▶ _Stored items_
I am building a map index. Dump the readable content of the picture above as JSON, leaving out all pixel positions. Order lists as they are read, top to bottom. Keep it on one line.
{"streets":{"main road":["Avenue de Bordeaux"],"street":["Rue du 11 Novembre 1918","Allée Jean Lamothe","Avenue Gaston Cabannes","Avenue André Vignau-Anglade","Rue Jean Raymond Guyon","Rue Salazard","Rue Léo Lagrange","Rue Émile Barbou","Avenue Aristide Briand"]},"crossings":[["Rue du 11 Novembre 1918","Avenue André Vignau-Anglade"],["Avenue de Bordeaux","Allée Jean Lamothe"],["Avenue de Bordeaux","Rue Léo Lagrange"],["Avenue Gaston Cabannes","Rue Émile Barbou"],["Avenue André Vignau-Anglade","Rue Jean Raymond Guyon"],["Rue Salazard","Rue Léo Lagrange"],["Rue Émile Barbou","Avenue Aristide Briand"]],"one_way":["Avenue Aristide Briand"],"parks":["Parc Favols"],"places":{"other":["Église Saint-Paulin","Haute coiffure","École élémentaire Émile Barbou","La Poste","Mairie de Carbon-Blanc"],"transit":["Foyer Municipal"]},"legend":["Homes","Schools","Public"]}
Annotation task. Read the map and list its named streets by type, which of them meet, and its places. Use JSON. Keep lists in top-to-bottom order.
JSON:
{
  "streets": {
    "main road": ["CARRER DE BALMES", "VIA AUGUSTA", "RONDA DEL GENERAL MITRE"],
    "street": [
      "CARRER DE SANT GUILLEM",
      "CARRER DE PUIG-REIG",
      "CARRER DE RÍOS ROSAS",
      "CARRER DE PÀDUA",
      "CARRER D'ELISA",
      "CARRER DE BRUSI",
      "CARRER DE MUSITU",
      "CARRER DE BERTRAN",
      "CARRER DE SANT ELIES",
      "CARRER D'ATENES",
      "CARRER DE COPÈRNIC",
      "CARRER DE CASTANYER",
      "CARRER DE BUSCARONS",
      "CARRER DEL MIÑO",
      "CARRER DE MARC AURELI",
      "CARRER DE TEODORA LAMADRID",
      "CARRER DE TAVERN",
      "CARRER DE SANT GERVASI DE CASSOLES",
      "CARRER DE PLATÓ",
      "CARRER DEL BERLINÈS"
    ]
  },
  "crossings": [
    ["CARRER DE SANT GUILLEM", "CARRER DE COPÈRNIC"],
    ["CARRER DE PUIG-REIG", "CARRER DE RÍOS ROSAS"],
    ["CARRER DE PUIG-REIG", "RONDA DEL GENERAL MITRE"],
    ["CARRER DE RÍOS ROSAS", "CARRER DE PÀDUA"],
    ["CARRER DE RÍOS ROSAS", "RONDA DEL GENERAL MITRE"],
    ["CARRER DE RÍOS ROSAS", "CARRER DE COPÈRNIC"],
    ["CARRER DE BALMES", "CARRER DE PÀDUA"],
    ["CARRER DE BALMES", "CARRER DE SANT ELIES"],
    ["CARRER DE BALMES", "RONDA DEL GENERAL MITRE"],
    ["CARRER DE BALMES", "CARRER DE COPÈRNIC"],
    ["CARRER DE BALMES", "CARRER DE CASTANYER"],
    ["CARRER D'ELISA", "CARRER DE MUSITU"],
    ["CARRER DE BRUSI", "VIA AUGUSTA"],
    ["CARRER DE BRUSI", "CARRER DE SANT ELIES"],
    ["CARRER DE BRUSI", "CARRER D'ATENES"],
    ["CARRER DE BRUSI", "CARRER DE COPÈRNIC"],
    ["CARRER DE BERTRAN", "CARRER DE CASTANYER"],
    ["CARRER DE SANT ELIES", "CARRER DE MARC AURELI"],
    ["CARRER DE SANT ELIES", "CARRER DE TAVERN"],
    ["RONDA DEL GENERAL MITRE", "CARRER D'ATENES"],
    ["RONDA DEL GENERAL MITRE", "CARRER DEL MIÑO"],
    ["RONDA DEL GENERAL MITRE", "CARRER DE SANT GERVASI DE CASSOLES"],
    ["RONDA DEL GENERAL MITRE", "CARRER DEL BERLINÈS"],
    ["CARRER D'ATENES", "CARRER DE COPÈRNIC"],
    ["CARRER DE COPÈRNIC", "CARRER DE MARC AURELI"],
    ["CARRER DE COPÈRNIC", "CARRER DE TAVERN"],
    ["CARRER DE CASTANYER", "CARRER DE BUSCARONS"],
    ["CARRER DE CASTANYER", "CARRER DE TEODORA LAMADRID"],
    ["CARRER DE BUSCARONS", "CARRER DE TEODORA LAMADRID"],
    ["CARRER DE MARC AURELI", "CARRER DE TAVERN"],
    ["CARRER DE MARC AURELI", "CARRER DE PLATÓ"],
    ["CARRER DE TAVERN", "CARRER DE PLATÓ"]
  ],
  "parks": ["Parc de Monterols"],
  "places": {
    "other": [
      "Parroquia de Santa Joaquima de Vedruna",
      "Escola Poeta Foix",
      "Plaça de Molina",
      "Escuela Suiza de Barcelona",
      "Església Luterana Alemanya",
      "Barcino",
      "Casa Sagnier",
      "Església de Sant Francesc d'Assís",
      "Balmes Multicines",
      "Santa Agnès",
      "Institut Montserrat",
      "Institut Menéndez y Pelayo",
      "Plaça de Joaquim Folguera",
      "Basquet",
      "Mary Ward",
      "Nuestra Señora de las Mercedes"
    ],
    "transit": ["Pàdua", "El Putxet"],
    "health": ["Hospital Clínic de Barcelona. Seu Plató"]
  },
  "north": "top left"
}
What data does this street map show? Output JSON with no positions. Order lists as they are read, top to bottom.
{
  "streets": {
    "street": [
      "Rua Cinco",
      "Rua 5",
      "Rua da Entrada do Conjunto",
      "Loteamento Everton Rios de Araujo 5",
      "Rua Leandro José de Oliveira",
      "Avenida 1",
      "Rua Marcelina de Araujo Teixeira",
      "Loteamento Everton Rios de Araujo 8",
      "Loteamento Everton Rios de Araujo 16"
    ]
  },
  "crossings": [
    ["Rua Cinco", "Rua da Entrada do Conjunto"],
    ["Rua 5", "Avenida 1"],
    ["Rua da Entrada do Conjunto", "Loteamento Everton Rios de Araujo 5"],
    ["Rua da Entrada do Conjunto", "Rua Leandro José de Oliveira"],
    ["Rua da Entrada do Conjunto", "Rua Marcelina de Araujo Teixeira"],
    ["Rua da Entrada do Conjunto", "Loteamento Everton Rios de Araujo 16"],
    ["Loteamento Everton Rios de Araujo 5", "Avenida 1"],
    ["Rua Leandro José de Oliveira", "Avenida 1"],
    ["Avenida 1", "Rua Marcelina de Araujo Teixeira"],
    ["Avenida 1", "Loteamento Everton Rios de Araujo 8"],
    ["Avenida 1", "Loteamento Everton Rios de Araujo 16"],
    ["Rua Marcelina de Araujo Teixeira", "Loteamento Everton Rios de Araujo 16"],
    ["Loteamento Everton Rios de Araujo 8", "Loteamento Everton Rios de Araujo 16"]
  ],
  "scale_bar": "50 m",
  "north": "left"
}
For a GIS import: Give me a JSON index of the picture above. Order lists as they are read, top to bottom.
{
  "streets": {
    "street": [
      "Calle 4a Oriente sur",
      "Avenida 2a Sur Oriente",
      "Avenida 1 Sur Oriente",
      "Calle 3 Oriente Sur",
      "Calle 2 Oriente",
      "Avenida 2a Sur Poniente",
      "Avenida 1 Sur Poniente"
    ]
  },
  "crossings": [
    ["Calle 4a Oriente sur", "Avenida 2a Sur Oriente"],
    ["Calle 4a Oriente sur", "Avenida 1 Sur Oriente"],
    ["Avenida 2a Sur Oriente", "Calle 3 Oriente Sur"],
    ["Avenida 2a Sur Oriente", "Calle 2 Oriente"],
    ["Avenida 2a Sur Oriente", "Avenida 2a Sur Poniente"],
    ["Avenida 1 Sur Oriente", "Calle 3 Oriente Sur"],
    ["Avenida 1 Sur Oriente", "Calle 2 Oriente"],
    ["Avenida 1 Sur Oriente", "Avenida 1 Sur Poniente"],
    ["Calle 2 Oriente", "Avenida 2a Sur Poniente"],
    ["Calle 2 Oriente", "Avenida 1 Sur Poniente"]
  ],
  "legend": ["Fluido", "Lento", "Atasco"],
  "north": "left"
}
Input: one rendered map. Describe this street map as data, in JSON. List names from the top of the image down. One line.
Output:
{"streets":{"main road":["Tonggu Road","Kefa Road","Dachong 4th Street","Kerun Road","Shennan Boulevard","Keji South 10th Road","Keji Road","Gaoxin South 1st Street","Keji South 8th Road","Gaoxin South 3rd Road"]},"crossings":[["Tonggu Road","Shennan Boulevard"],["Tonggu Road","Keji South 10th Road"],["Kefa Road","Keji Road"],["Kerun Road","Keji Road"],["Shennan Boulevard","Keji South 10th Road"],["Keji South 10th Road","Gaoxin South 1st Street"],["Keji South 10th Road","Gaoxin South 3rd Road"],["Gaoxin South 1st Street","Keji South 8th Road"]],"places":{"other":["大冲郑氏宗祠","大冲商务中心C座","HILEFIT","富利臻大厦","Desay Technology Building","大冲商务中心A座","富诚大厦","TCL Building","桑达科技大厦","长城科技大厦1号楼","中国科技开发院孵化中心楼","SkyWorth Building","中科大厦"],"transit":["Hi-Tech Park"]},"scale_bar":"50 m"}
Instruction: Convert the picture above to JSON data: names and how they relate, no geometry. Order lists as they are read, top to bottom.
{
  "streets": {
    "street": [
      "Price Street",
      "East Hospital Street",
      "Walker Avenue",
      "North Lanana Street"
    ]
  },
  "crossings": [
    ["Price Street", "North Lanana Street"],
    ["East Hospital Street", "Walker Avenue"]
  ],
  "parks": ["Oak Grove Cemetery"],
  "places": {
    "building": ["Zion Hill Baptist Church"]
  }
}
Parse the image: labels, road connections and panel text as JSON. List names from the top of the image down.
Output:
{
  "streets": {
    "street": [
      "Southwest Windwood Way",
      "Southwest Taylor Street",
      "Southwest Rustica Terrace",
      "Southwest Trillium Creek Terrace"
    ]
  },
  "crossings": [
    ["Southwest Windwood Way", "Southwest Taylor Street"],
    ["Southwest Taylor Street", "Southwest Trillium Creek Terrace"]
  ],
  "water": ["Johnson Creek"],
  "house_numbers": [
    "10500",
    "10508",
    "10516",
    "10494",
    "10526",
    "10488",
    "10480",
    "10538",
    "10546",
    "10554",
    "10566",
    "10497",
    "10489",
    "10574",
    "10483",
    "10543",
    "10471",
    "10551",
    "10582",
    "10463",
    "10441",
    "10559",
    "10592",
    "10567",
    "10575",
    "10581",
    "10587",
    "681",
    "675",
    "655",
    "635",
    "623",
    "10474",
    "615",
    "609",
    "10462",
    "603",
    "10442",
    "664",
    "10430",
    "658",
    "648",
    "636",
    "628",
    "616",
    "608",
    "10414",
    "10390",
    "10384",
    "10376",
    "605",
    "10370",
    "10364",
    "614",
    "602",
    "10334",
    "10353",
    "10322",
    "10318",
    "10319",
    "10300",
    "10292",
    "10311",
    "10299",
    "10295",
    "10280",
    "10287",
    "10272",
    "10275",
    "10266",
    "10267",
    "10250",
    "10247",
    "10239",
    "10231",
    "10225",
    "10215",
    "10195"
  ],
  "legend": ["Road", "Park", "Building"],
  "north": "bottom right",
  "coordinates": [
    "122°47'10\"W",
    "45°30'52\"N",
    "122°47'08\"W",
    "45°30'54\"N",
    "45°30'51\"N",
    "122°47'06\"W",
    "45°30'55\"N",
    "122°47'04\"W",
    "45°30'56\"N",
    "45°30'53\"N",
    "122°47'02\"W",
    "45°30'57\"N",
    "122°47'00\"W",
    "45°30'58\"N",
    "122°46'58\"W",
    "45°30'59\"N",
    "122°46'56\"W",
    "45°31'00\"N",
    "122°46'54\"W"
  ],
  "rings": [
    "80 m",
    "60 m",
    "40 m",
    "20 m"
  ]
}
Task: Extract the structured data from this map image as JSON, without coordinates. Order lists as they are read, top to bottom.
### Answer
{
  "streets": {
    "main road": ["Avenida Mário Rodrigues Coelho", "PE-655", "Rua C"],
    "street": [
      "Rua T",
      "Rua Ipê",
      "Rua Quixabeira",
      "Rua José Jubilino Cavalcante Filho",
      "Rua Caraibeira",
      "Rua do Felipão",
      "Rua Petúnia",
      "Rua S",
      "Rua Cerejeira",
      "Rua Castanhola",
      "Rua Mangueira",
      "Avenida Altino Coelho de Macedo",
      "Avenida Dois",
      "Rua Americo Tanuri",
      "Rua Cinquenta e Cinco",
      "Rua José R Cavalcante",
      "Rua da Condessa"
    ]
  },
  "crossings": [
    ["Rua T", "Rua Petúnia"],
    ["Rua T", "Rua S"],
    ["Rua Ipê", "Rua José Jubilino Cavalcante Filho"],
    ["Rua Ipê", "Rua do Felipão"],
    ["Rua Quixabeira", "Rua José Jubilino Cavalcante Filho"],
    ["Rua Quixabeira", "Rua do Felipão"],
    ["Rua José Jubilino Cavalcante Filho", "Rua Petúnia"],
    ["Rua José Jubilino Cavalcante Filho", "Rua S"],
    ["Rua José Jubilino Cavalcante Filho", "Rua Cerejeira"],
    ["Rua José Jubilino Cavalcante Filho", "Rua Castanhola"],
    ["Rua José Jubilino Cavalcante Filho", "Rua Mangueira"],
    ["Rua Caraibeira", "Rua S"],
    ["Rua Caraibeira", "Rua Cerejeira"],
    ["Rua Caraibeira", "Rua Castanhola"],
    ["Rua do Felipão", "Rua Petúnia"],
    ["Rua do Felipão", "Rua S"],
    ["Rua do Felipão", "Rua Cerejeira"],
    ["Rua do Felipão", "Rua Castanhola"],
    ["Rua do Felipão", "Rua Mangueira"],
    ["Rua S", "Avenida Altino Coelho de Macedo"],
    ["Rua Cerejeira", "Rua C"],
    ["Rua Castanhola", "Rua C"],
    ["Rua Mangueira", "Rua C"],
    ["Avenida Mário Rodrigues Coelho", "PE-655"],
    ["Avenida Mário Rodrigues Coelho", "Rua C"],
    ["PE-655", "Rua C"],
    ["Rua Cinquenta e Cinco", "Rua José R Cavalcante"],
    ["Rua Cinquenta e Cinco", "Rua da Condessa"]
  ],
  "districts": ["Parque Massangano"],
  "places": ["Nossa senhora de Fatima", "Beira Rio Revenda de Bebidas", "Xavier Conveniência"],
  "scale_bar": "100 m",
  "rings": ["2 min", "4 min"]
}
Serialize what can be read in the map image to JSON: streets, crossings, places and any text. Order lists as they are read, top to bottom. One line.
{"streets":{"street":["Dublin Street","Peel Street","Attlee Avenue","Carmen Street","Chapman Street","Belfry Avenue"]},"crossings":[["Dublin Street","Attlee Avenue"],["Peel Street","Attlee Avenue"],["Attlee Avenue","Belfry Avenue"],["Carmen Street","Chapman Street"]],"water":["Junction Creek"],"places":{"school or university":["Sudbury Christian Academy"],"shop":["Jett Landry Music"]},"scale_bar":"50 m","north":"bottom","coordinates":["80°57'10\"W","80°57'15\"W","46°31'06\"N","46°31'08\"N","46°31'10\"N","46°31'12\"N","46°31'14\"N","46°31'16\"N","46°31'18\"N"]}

▶ _Problem to work on_
From the entries above, extract only the lines running from the one containing "For a GIS import: Give" through the one containing "Input: one rendered", inclusive.

▶ _Answer_
For a GIS import: Give me a JSON index of the picture above. Order lists as they are read, top to bottom.
{
  "streets": {
    "street": [
      "Calle 4a Oriente sur",
      "Avenida 2a Sur Oriente",
      "Avenida 1 Sur Oriente",
      "Calle 3 Oriente Sur",
      "Calle 2 Oriente",
      "Avenida 2a Sur Poniente",
      "Avenida 1 Sur Poniente"
    ]
  },
  "crossings": [
    ["Calle 4a Oriente sur", "Avenida 2a Sur Oriente"],
    ["Calle 4a Oriente sur", "Avenida 1 Sur Oriente"],
    ["Avenida 2a Sur Oriente", "Calle 3 Oriente Sur"],
    ["Avenida 2a Sur Oriente", "Calle 2 Oriente"],
    ["Avenida 2a Sur Oriente", "Avenida 2a Sur Poniente"],
    ["Avenida 1 Sur Oriente", "Calle 3 Oriente Sur"],
    ["Avenida 1 Sur Oriente", "Calle 2 Oriente"],
    ["Avenida 1 Sur Oriente", "Avenida 1 Sur Poniente"],
    ["Calle 2 Oriente", "Avenida 2a Sur Poniente"],
    ["Calle 2 Oriente", "Avenida 1 Sur Poniente"]
  ],
  "legend": ["Fluido", "Lento", "Atasco"],
  "north": "left"
}
Input: one rendered map. Describe this street map as data, in JSON. List names from the top of the image down. One line.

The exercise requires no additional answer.